▸ Stored data entries

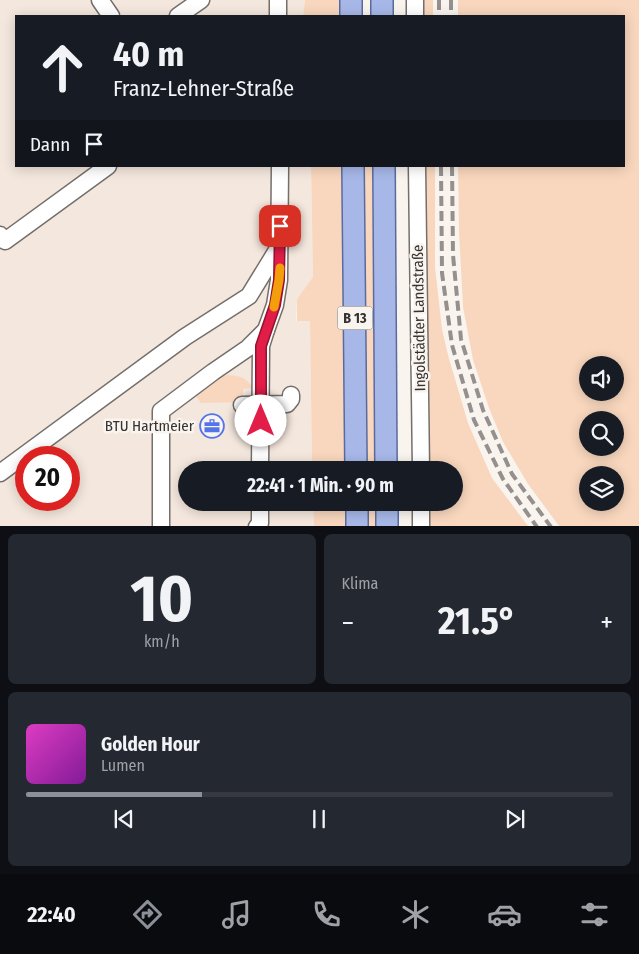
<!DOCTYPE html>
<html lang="de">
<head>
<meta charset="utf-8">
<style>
	body { margin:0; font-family:"Fira Sans Condensed",sans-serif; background:#242831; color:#f1f3f6; height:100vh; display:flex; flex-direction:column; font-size:19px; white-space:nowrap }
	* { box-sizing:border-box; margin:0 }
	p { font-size:16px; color:#9ea1a6 }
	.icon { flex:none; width:28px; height:28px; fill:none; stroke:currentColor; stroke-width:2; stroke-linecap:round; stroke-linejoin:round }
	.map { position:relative; height:526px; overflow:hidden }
	.sheet { display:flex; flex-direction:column; gap:8px; padding:8px; background:#0d0f14; flex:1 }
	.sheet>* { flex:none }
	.hud { position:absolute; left:15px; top:15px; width:610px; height:152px; border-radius:0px; box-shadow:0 2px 12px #0003; background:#171b24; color:#f1f3f6; overflow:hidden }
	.controls { position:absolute; left:579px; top:356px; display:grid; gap:10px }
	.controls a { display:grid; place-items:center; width:45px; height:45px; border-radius:50%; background:#171b24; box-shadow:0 2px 12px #0003; font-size:25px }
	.speed { position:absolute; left:15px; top:446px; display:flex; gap:10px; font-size:25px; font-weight:700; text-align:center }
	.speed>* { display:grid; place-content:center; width:65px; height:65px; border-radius:50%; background:#171b24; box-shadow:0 2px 12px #0003; line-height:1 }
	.speed .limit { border:8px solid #d22; background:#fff; color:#111 }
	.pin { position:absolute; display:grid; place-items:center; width:42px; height:42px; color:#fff; margin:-21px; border-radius:10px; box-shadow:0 2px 8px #0006 }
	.me { position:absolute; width:55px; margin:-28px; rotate:0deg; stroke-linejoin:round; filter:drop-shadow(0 0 4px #0008) }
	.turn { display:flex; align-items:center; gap:18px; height:105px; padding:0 15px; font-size:22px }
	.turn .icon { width:65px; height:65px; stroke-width:2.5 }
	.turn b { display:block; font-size:35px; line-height:42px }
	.then { display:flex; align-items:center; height:48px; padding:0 15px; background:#0003; gap:10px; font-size:19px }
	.big { font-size:38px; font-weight:700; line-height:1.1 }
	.sheet .tile { flex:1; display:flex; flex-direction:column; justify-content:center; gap:8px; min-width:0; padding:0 18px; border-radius:8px; background:#242831 }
	.sheet .dial { align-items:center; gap:0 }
	.dial b { font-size:65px; line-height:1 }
	.song { display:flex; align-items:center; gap:15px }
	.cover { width:60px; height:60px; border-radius:8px; background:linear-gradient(135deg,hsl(310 70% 55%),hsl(290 70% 35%)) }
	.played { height:5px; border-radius:2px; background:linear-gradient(90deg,#8c9099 30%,#363941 30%) }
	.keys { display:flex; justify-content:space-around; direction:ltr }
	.heat { display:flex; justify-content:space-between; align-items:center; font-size:28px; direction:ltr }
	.sheet .tiles { flex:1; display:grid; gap:8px; grid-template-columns:1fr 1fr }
	.tile:last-child { grid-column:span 2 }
	.trip { position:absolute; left:178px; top:461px; width:285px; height:50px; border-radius:25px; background:#171b24; box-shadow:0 2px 12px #0003; font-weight:700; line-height:50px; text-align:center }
	.tab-bar { display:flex; height:80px; justify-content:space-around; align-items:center; background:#090b0e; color:#9ea1a6 }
	.tab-bar .icon { width:35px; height:35px }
	.tab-bar .selected { color:#8c9099 }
	.tab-bar b { font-size:22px; color:#f1f3f6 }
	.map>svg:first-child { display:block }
	.built { fill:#f4e7dd; fill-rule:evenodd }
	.green { fill:#f9d7be; fill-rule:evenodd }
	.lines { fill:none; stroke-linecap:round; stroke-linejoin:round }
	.minor-casing { stroke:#746f6b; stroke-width:19 }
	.major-casing { stroke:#596a9e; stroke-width:24 }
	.minor { stroke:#fff; stroke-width:16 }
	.major { stroke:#a7b8e8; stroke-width:21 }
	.rail { stroke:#95908d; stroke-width:4; stroke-dasharray:10 5; stroke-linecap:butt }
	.route-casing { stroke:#92132f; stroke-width:12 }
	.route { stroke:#e11d48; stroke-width:9 }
	.slow { stroke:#f59e0b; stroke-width:9 }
	.labels { text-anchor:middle; stroke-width:5; stroke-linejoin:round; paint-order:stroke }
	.shield { fill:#faf4ef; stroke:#706c6a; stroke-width:1 }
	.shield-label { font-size:14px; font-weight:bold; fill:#353231 }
	.street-label { font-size:15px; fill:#353231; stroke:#faf4ef }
	.poi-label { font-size:15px; fill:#353231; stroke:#faf4ef; text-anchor:end }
</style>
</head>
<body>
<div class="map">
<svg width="639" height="527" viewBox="0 0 639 527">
	<rect width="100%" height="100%" fill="#faf4ef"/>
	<path class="built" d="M0,0H305L303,16H16V166H311L313,277L297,299L296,321H310L312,470H186V502L313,503L314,526H0ZM26,458H69V500H26Z"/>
	<g class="green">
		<path d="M305,0H341V16H303Z"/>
		<path d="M423,0H433V16H424Z"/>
		<path d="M458,0H639V526H559L528,484L503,442L489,408L473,360L463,307L459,232L458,166H624V16H458ZM588,365H615V392H588ZM588,420H615V448H588ZM588,475H615V502H588Z"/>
		<path d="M311,166H342L345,470H312L310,321H297V299L313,277Z"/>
		<path d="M362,166H375L378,470H365Z"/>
		<path d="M425,166H435V267L442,329L448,355L468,423L492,478L528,526H429V503L454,502V470H428Z"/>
		<path d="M228,375C241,376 244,377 252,386V388L243,389V402L201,403L196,396L223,376Z"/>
		<rect x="238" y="409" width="5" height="25"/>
		<path d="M313,503H346V526H314Z"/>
		<path d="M366,503H378L379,526H366Z"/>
	</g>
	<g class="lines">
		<g class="minor-casing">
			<g id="minor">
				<path d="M100,0L111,16"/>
				<path d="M278,0V16"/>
				<path d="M415,0V16"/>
				<path d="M178,16L201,0"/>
				<path d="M417,166L421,470"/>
				<path d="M0,235L5,241L108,166"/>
				<path d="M242,405L287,404L291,399V395"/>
				<path d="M260,470L261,346L266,330"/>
				<path d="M0,473L185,337L249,296L279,247"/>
				<path d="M421,502V527"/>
				<path d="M161,527V411L213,372L248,348L266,330L275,305L279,280L280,166"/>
				<path d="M257,527L260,523V502"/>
			</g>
		</g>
		<g class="major-casing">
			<g id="major">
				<path d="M351,0V16"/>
				<path d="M382,0V16"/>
				<path d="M353,166L356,470"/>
				<path d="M384,166L386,470"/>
				<path d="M357,502V527"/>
				<path d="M387,502V527"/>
			</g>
		</g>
		<use href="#minor" class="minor"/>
		<use href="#major" class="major"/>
		<g class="rail">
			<path d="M439,0V16"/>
			<path d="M451,0V16"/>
			<path d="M441,166L442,273L452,345L474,420L503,479L537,527"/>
			<path d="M452,166L453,255L461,339L483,410L512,474L551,527"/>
		</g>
	</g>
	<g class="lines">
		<g class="route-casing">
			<path id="route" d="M261,421V346L275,305L279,280L280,226"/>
		</g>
		<use href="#route" class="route"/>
		<path class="slow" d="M274,307L279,280L280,268"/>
	</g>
	<defs>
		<g id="office-ring" transform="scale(1.25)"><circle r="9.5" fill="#faf4ef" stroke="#5475ea" stroke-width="1.5"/><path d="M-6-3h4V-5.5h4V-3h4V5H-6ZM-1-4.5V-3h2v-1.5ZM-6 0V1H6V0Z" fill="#5475ea"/></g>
	</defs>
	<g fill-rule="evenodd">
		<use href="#office-ring" x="212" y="426"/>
	</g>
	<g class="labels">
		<rect class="shield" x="337.5" y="306.5" width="35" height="23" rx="4"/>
		<g class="shield-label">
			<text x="355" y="323">B 13</text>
		</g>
		<g class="street-label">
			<text transform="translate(419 318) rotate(-91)" y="5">Ingolstädter Landstraße</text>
		</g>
		<g class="poi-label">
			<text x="194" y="431">BTU Hartmeier</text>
		</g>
	</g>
</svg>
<div class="controls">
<a><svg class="icon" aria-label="sound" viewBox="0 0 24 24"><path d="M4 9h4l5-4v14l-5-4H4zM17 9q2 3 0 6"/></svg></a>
<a><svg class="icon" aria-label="search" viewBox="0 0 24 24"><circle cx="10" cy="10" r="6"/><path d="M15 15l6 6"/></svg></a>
<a><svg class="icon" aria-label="layers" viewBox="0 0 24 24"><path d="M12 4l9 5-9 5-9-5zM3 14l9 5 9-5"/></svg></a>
</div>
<div class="speed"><div class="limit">20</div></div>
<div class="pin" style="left:280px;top:226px;background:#d93025"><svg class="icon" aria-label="arrive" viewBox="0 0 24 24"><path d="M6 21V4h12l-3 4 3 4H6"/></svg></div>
<svg class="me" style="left:261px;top:421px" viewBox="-20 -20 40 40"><circle r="19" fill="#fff"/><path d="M0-13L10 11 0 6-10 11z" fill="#e11d48"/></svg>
<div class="trip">22:41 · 1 Min. · 90 m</div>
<div class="hud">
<div class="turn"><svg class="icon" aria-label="ahead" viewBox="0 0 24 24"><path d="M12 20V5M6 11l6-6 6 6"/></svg><div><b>40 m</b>Franz-Lehner-Straße</div></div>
<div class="then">Dann<svg class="icon" aria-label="arrive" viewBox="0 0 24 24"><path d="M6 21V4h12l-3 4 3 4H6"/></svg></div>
</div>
</div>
<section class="sheet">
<div class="tiles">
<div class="tile dial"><b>10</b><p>km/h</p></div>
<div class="tile"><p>Klima</p>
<div class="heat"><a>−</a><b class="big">21.5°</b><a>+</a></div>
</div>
<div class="tile">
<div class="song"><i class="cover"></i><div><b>Golden Hour</b><p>Lumen</p></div></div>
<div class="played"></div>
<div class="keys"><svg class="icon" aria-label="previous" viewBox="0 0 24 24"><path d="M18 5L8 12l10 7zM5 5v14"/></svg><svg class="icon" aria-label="pause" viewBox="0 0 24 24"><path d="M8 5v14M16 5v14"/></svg><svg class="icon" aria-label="next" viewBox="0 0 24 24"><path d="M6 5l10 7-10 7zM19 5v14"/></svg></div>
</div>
</div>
</section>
<nav class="tab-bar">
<b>22:40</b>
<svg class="icon selected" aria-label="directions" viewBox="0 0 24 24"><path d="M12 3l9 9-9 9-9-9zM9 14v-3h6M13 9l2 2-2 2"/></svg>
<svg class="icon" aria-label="music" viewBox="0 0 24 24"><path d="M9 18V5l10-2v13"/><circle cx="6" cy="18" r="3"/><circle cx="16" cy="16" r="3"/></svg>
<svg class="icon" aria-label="phone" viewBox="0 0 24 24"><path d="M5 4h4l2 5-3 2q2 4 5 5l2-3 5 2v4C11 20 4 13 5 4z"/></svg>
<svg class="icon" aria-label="climate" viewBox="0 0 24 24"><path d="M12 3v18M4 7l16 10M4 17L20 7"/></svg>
<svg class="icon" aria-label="car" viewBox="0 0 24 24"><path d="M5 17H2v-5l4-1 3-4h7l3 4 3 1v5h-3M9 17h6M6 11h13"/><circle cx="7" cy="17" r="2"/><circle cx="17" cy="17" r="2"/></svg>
<svg class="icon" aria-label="filters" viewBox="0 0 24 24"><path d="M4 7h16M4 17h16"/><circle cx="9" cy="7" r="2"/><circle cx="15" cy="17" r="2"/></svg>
</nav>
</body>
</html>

▸ WORK REQUEST
For this task, write out exactly the lines of the entries above, starting at the line with "position:absolute; left:579px; top:356px;" and ending at the line with "display:flex; justify-content:space-between; align-items:center;", both included, and no others.

▸ RESULT OF THE EXERCISE
	.controls { position:absolute; left:579px; top:356px; display:grid; gap:10px }
	.controls a { display:grid; place-items:center; width:45px; height:45px; border-radius:50%; background:#171b24; box-shadow:0 2px 12px #0003; font-size:25px }
	.speed { position:absolute; left:15px; top:446px; display:flex; gap:10px; font-size:25px; font-weight:700; text-align:center }
	.speed>* { display:grid; place-content:center; width:65px; height:65px; border-radius:50%; background:#171b24; box-shadow:0 2px 12px #0003; line-height:1 }
	.speed .limit { border:8px solid #d22; background:#fff; color:#111 }
	.pin { position:absolute; display:grid; place-items:center; width:42px; height:42px; color:#fff; margin:-21px; border-radius:10px; box-shadow:0 2px 8px #0006 }
	.me { position:absolute; width:55px; margin:-28px; rotate:0deg; stroke-linejoin:round; filter:drop-shadow(0 0 4px #0008) }
	.turn { display:flex; align-items:center; gap:18px; height:105px; padding:0 15px; font-size:22px }
	.turn .icon { width:65px; height:65px; stroke-width:2.5 }
	.turn b { display:block; font-size:35px; line-height:42px }
	.then { display:flex; align-items:center; height:48px; padding:0 15px; background:#0003; gap:10px; font-size:19px }
	.big { font-size:38px; font-weight:700; line-height:1.1 }
	.sheet .tile { flex:1; display:flex; flex-direction:column; justify-content:center; gap:8px; min-width:0; padding:0 18px; border-radius:8px; background:#242831 }
	.sheet .dial { align-items:center; gap:0 }
	.dial b { font-size:65px; line-height:1 }
	.song { display:flex; align-items:center; gap:15px }
	.cover { width:60px; height:60px; border-radius:8px; background:linear-gradient(135deg,hsl(310 70% 55%),hsl(290 70% 35%)) }
	.played { height:5px; border-radius:2px; background:linear-gradient(90deg,#8c9099 30%,#363941 30%) }
	.keys { display:flex; justify-content:space-around; direction:ltr }
	.heat { display:flex; justify-content:space-between; align-items:center; font-size:28px; direction:ltr }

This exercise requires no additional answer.